Commit Graph

14 Commits

Author SHA1 Message Date
lirent 35c5dc06ba Add imports, inline-hook detection, function hashing, per-function imports
Wave 2 of the code-analysis layer:

- vmie_win32_imports resolves the import directory (INT/IAT) to {iat_rva, dll,
  name, ordinal} - named APIs, walking the name and slot thunks in lockstep so
  every import carries the IAT slot a call lands on.
- vmie_win32_inline_hooks decodes each .pdata function's entry and reports any
  whose first instruction is a direct jmp/call leaving the module image - the
  detour/trampoline shape.
- vmie_win32_func_imports records, in order, the IAT slots a function calls
  through (call qword [rip+disp] onto an import slot): the function's API-call
  sequence, named by correlating with vmie_win32_imports.
- func_hash (codeanalysis.h) hashes a function position-independently, zeroing
  the displacement bytes the decoder locates - one primitive for fingerprinting
  known code and for detecting a changed body across snapshots.

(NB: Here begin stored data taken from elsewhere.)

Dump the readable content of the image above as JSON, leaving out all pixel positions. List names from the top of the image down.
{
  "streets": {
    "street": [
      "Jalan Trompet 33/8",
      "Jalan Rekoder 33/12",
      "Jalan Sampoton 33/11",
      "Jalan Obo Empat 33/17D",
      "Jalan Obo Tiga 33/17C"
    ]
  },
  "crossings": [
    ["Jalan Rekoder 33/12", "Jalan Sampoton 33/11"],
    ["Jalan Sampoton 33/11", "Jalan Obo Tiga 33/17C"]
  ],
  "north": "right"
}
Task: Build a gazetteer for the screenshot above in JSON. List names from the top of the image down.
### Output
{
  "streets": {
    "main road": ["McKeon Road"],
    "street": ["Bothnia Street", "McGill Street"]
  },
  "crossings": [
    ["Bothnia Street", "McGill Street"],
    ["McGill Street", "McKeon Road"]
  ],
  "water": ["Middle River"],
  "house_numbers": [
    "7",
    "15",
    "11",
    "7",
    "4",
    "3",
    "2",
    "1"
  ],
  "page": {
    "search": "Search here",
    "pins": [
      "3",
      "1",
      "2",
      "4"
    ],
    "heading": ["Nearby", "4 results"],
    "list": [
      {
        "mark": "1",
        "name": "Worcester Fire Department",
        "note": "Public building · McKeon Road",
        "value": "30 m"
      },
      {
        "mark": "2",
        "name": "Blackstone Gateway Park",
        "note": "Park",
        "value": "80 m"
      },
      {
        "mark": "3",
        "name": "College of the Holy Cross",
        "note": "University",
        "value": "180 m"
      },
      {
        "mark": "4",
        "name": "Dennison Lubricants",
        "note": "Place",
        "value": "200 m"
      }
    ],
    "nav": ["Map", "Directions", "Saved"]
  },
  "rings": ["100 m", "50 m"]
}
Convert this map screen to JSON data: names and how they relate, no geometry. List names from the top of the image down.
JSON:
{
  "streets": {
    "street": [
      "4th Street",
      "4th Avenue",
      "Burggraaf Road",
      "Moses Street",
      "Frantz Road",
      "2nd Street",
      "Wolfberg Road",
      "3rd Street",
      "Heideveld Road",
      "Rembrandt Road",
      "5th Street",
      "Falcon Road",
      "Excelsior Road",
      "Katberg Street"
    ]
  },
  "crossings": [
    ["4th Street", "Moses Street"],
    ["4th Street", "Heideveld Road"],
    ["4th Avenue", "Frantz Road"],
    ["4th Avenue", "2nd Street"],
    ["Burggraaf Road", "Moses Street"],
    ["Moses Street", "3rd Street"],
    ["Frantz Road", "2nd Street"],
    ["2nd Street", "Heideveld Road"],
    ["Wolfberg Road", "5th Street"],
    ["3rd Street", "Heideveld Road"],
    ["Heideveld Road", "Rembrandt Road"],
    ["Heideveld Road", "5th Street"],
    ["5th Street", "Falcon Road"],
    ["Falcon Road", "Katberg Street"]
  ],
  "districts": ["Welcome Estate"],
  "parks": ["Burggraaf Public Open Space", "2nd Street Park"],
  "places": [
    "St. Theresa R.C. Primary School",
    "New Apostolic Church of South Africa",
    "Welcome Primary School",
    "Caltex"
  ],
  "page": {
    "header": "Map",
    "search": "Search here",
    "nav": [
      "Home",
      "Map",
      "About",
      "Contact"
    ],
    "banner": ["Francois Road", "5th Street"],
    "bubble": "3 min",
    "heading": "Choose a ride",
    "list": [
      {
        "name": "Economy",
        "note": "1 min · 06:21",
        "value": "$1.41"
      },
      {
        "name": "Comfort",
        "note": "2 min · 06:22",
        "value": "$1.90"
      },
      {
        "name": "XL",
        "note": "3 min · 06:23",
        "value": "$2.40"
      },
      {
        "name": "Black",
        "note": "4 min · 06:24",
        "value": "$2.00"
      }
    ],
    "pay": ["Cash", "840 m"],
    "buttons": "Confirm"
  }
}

Devirtualization needs no new call and is documented as a composition: a
vtable's methods are gva_jumptable(vtable_va), its instances are
pmap_referrers(vtable_va), and func_hash names each method. Imports reuse the
shared data-directory accessor; the analyses reuse the function/section/decode
primitives - no second PE or instruction parser.
2026-06-16 20:03:49 +03:00
lirent 79e82ffc6a Add code-structure analysis: call graph, jump tables, basic blocks, constant xref
Wave 1 of the code-analysis layer, built on the x86-64 decoder:

- vmie_win32_callgraph walks each .pdata function with the decoder and emits an
  edge for every direct call/jmp whose target lands in the module - the
  intra-module call graph. Indirect edges are left to the IAT and jump tables.
- gva_jumptable recovers a switch's case targets from an indirect jump's table:
  consecutive pointer entries that land in an executable region.
- cfg_blocks splits one function view into basic blocks (a generic handler:
  leaders from intra-function branch targets, cut after jmp/jcc/ret).
- gva_imm_xref finds the instructions whose immediate operand equals a constant
  - the dual of code-xref for magic values, error codes, syscall numbers.

The decoder now also reports imm_off/imm_len so a caller can read or match the
immediate operand. The generic primitives live in the new codeanalysis.h
(jump tables, basic blocks) and scan.h (constant xref); the .pdata-bound call
graph stays on the win32 surface and reuses the existing function/section/decode
primitives - no second PE or instruction parser.
2026-06-16 19:52:25 +03:00
lirent c4419964aa Add function inventory (.pdata), signature generation, and export/PDB symbols
Three reversing capabilities on the win32 surface plus a pure sig-gen handler:

- vmie_win32_functions enumerates a module's functions from the exception
  directory (.pdata RUNTIME_FUNCTION), folding unwind chain continuations into
  their primary - authoritative non-leaf boundaries, not prologue heuristics.
- vmie_win32_exports resolves the export table to {name, rva, ordinal,
  forwarded}: named functions with no PDB or network. vmie_win32_pdb_ref pulls
  the CodeView/RSDS {guid, age, pdb} from the debug directory - the symbol-server
  key for any module (full PDB parsing stays out of scope).
- sig_generate (siggen.h) builds a unique masked signature for a code span,
  wildcarding the rel/RIP-relative displacement bytes the x86 decoder locates and
  growing until it matches the scope exactly once - the dual of sigscan.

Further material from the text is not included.